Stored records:
==*==
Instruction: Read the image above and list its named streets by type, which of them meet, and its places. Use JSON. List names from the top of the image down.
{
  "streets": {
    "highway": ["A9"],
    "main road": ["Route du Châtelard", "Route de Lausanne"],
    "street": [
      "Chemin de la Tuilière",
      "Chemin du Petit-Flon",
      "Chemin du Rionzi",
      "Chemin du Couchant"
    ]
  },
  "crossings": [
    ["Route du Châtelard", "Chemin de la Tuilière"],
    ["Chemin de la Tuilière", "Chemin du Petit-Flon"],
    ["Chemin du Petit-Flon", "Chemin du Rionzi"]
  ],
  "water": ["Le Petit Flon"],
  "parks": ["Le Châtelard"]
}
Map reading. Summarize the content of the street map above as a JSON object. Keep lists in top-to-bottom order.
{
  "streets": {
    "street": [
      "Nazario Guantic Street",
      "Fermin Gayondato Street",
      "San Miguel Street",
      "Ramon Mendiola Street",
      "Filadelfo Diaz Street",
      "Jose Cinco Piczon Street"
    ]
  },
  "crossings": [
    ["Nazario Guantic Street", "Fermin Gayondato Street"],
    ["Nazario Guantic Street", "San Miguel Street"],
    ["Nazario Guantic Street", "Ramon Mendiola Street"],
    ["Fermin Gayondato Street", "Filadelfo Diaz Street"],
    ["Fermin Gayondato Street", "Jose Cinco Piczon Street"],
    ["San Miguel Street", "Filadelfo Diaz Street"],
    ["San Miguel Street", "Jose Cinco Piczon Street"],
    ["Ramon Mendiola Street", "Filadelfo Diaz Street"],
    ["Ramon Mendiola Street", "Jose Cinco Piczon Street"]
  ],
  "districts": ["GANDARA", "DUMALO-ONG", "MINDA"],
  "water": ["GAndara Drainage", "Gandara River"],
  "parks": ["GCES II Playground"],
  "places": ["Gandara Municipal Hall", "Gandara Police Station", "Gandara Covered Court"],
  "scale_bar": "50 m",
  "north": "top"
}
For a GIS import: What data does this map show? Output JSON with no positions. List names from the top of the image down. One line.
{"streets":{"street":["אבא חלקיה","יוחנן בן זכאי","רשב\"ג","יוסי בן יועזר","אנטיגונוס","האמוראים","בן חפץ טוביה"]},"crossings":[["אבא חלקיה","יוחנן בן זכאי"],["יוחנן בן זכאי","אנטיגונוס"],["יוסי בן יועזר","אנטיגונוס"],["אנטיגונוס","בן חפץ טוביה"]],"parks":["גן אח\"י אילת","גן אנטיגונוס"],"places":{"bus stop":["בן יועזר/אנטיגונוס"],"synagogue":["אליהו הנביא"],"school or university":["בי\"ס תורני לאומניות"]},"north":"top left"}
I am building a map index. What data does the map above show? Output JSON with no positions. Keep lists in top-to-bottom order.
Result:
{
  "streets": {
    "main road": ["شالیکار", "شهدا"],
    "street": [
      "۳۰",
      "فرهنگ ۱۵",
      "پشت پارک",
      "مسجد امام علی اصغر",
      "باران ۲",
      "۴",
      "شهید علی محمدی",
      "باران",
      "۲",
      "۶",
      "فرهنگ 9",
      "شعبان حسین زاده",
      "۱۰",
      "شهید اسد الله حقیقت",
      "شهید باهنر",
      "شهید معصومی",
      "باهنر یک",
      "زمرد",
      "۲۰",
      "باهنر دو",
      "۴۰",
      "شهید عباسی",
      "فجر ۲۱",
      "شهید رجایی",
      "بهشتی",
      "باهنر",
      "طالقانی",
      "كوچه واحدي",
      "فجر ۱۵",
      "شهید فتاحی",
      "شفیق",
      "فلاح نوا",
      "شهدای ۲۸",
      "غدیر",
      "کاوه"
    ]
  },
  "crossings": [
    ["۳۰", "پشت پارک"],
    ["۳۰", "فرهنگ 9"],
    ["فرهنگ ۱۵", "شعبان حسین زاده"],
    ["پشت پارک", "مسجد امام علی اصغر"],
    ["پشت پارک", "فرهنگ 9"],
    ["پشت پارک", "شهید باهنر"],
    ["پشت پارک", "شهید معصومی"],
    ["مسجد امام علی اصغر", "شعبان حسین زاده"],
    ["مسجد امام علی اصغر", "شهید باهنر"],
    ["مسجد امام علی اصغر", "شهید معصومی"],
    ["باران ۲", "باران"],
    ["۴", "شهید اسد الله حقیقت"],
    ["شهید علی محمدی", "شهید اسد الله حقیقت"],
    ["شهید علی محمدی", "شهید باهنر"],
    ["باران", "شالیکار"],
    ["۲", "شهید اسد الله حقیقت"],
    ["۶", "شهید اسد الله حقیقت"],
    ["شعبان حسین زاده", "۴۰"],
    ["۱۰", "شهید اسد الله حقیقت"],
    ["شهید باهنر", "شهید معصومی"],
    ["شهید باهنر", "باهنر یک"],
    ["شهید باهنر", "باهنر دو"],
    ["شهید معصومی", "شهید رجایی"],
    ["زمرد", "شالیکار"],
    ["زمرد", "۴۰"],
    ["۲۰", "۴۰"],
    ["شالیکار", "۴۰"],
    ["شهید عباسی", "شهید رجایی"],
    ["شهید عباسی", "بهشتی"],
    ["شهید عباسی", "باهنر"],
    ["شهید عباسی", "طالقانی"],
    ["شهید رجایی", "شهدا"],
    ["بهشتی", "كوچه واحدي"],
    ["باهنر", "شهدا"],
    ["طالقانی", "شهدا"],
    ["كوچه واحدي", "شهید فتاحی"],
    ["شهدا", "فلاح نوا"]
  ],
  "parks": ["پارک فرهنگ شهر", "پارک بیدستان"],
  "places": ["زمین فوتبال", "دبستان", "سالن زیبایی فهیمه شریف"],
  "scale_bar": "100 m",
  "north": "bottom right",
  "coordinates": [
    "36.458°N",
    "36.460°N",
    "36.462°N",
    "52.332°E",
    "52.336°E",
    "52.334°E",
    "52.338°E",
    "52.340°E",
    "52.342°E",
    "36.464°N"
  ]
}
==*==
_What you are asked to do_.
Go over the data and return every line that includes the word "bottom".

_Exercise result_.
Map reading. Summarize the content of the street map above as a JSON object. Keep lists in top-to-bottom order.
I am building a map index. What data does the map above show? Output JSON with no positions. Keep lists in top-to-bottom order.
  "north": "bottom right",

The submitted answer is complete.